W rzeczywistości nie przeszkadzała mu bardziej niż zwykle, już dawno przyzwyczaił się do potoku bzdur, który bez przerwy wypływał z jej ust. Nie chciał po prostu, schodzić na potencjalnie niebezpieczny temat. Nienawidził siebie, za to kim był i wiedział, że gdyby ludzie się o tym dowiedzieli, znienawidziliby go równie mocno, a może i jeszcze bardziej. Syriusz, James i Peter byli chyba wyjątkami, w kwestii podejścia do wilkołaków. No i jeszcze Dumbledore. Cała reszta pewnie wyklęłaby go bez mrugnięcia okiem.
- Prze… Przepraszam – wybełkotała dziewczyna, pochmurniejąc nagle – Nie chciałam.
- Ehhhh… - westchnął ciężko – Nic się nie stało. To ja powinienem cię przeprosić – zawiesił na chwilę głos i uśmiechnął się do niej uprzejmie – Nie chciałoby ci się skoczyć do kuchni po jakąś zagrychę?
- Pewnie – twarz Mary rozjaśniała nieco – Na co masz ochotę?
- A nie wiem. Możesz zwędzić jakieś ciasteczka, albo coś takiego.
- Ok!
Wyraz jej twarzy sprawiał wrażenie, jakby nic nie mogło, sprawić jej większej radości, niż usługiwanie mu. Momentalnie poderwała się z miejsca i wbiegła na schody, prowadzące do sypialni dziewczyn, roztrącając po drodze stadko drugoklasistek.
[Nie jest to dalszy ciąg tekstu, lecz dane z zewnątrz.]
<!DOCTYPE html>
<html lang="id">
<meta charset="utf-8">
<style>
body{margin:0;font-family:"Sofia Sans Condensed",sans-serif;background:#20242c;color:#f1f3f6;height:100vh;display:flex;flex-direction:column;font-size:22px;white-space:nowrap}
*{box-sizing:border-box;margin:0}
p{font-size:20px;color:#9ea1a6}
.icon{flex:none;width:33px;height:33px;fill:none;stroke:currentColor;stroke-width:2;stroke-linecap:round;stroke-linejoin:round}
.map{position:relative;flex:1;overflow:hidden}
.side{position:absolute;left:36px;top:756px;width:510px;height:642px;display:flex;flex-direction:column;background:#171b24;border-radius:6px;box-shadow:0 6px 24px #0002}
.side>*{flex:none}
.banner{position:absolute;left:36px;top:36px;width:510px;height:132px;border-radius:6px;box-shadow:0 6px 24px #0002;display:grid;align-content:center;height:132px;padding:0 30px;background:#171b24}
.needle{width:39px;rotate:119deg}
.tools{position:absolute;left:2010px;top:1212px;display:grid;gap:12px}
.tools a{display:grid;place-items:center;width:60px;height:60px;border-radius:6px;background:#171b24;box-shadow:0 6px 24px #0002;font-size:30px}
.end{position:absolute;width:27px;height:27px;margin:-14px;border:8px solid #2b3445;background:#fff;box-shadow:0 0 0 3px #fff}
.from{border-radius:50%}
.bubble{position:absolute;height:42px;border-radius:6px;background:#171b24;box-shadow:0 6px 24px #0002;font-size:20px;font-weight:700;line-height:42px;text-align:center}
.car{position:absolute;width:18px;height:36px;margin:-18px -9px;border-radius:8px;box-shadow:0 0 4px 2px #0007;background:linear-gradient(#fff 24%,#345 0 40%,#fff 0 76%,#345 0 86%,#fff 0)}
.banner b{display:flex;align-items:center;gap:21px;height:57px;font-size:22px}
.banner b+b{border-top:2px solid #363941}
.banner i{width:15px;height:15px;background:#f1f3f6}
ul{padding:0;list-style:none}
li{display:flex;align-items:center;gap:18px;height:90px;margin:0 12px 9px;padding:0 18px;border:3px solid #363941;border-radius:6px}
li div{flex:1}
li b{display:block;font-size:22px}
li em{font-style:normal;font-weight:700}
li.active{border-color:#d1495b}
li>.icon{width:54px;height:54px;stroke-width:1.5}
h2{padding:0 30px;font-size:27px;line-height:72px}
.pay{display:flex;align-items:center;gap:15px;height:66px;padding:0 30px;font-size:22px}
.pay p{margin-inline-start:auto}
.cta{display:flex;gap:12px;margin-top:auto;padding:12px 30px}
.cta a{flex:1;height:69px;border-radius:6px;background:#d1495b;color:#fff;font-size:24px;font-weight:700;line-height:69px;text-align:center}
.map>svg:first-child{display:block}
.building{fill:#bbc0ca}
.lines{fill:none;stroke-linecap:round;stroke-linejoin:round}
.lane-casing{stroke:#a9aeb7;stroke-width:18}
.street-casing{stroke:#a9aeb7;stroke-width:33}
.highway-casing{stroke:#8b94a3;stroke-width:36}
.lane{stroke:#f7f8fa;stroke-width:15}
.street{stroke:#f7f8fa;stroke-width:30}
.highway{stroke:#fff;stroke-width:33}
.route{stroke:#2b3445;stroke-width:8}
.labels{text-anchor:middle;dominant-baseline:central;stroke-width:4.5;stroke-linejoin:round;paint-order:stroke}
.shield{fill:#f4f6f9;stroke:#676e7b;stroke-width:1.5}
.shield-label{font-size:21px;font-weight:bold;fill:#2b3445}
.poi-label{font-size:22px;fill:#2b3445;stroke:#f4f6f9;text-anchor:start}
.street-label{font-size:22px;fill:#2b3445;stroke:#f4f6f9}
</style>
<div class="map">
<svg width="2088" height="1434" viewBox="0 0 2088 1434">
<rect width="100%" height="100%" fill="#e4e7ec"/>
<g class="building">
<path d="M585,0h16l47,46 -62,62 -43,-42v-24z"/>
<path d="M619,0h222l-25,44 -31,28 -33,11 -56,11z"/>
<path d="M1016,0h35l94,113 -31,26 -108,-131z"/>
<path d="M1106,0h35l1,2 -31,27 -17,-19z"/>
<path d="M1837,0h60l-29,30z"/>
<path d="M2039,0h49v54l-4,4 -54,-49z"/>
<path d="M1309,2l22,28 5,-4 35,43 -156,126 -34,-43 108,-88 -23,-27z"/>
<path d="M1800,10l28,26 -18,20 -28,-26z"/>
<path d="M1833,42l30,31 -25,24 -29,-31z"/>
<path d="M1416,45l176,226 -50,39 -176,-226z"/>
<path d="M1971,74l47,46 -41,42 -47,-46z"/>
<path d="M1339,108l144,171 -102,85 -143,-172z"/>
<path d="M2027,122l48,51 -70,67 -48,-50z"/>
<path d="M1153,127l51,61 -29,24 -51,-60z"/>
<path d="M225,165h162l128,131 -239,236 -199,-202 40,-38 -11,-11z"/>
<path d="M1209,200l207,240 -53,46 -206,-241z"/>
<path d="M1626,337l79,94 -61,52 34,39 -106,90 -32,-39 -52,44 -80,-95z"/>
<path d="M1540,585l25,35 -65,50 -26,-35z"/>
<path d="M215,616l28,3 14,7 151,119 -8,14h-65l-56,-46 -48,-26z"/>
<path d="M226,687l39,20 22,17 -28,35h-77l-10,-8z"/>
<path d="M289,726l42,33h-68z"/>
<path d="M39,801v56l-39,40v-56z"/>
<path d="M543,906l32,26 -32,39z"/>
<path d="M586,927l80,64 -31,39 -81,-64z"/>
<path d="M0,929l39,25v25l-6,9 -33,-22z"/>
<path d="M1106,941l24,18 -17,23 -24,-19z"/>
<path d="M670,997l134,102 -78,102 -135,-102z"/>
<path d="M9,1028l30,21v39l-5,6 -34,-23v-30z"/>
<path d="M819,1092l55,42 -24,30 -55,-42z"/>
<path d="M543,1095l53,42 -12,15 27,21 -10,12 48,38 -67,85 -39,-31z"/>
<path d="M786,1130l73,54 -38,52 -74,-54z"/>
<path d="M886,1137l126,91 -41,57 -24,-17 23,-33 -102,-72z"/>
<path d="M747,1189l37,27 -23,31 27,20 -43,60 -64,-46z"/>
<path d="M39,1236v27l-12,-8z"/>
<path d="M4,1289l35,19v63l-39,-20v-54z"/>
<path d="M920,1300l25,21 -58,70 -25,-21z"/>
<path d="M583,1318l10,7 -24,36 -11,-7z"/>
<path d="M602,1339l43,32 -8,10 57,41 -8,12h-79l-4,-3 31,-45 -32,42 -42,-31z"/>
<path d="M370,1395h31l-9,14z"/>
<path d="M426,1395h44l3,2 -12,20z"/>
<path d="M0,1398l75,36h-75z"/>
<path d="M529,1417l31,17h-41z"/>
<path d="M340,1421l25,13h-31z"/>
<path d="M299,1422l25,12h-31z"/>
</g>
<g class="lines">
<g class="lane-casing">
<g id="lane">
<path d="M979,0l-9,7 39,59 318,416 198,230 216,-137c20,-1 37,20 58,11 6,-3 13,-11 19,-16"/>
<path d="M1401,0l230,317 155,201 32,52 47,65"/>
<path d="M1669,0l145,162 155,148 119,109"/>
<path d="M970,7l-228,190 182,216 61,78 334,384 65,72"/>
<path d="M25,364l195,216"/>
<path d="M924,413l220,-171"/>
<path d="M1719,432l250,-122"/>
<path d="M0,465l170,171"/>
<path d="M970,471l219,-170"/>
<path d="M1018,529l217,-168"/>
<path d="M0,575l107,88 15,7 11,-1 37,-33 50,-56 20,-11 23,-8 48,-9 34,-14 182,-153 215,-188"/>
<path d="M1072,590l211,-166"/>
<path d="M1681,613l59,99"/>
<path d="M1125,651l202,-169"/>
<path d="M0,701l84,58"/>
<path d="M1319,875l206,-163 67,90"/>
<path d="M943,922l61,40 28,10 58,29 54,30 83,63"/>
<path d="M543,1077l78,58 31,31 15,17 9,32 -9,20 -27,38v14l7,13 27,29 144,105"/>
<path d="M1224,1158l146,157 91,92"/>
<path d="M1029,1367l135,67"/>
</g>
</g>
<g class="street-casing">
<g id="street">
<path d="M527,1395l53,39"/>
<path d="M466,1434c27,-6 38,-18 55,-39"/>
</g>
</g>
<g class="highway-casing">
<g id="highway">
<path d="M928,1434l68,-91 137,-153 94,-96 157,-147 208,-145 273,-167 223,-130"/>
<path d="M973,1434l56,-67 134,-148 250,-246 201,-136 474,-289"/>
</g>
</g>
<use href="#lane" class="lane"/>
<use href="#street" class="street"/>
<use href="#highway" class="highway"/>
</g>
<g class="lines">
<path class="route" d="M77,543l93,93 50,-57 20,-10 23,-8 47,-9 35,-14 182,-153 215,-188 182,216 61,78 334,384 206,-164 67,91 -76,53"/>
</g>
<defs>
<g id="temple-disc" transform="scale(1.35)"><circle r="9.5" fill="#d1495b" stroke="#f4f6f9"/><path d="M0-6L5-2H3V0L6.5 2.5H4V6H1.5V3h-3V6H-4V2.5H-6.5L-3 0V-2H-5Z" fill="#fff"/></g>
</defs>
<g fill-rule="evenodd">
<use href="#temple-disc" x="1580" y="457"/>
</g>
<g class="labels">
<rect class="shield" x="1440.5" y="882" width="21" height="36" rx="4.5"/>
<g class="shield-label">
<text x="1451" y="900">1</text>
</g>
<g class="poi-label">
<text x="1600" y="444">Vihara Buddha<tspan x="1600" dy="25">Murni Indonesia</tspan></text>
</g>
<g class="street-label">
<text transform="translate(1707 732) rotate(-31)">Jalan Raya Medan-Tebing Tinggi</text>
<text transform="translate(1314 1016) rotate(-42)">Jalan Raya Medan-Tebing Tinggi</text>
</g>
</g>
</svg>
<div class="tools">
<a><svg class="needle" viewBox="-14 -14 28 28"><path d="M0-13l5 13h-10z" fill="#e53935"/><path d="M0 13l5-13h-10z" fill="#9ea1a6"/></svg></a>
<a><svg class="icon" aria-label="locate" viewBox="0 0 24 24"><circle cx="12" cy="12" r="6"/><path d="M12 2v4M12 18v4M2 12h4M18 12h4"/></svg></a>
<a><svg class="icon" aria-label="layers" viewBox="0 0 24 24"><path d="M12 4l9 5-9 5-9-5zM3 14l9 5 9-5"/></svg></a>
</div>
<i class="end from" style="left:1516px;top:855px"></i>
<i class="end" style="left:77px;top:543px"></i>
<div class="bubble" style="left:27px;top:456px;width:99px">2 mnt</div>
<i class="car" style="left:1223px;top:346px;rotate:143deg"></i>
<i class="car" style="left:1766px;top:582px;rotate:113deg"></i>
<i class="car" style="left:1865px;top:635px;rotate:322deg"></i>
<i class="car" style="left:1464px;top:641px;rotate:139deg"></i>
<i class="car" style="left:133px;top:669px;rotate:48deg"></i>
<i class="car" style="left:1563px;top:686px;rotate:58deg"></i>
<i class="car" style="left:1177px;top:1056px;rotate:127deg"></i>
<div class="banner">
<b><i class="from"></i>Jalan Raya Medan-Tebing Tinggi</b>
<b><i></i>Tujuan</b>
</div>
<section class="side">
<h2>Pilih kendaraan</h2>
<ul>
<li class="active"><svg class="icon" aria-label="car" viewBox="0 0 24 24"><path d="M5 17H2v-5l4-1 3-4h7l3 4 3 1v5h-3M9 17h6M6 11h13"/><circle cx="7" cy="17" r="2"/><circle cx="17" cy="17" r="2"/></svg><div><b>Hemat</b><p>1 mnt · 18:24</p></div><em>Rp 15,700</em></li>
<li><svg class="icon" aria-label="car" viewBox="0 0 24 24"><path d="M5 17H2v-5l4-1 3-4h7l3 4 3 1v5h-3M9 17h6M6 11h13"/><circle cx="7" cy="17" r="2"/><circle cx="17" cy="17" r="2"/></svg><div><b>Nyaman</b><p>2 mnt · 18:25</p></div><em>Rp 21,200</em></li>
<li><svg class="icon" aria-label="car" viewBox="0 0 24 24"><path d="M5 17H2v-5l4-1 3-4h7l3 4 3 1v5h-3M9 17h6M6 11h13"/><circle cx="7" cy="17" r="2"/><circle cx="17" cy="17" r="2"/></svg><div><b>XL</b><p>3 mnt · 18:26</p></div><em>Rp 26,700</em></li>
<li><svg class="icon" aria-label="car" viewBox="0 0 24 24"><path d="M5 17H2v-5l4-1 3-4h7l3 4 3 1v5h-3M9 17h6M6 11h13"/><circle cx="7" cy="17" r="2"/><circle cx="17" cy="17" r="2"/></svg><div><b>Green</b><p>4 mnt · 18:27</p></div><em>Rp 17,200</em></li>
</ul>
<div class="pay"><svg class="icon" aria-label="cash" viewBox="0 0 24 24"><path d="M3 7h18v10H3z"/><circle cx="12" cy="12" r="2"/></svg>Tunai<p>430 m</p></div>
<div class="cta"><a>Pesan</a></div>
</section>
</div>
Wróciła dosłownie w chwilę później, naciągając w biegu na ramiona różowo-białą bluzę. James zaśmiał się cicho na jej widok, a Remus złapał z zażenowaniem za głowę. Jedyna pocieszającą w tym wszystkim rzeczą, była świadomość świętego spokoju przez najbliższe dziesięć-piętnaście minut, co przy nasileniu jej wieczornych napadów natarczywości, można było, podciągnąć niemal pod cud.
- Ta dziewczyna byłaby w stanie, zrobić dla ciebie wszystko – zauważył James, gdy zniknęła za portretem Grubej Damy – Gdybym ja był na twoim miejscu… - jego twarz wykrzywił paskudny uśmieszek zboczonego sadysty.
- Na szczęście DLA NIEJ nie jesteś – mruknął Remus, pogrążając się na nowo w książce.
- Weź przestań stary – James podniósł się na kolana i spojrzał na niego znad oparcia fotela – Może jest głupia jak Chochlik Kornwalijski, ale fajna z niej dziewczyna. A jaka ładniutka i…
- Daj sobie spokój, co?
- Dlaczego? Znajdź sobie w końcu jakąś panienkę. Chyba nie pozwolisz, żeby ten mały-futrzany-problem zrujnował ci życie?
- To nie jest twoja sprawa co rujnuje mi życie, a co nie! – warknął.
- Jesteś moim przyjacielem. To jak najbardziej…
- A o co wy się do cholery znowu kłócicie? – dobiegł ich zza pleców roześmiany głos Lily – Zostawić was tylko na chwilę samych… ehhh…
James zamilkł momentalnie. Remus odetchnął z ulgą. Miał już dość tego idiotycznego tematu. Odwrócił się do tyłu, wyszczerzając zęby do roześmianego oblicza Lily Evans. „Dziewczyna”, mimo szerokiego uśmiechu malującego się na twarzy, dyszała ciężko, co niewątpliwie mogło, świadczyć tylko o morderczym biegu w drodze powrotnej. Ciało Syriusza też wykazywało lekkie syndromy zmęczenia. Najgorzej jednak wyglądał Peter. Coś mu się wydawało, że pozostała dwójka jakoś nie bardzo chciała, dostosować się do jego niezbyt szybkiego tępa.
- I jak poszło? – spytał James, zeskakując nagle z fotela – Wszystko w porządku?
- Pewnie – ciało Syriusza wyszczerzyło do niego zęby, a później pokazało mu niewielki flakonik.
- No to została nam jeszcze tylko McGonagall – uśmiechnął się smutno.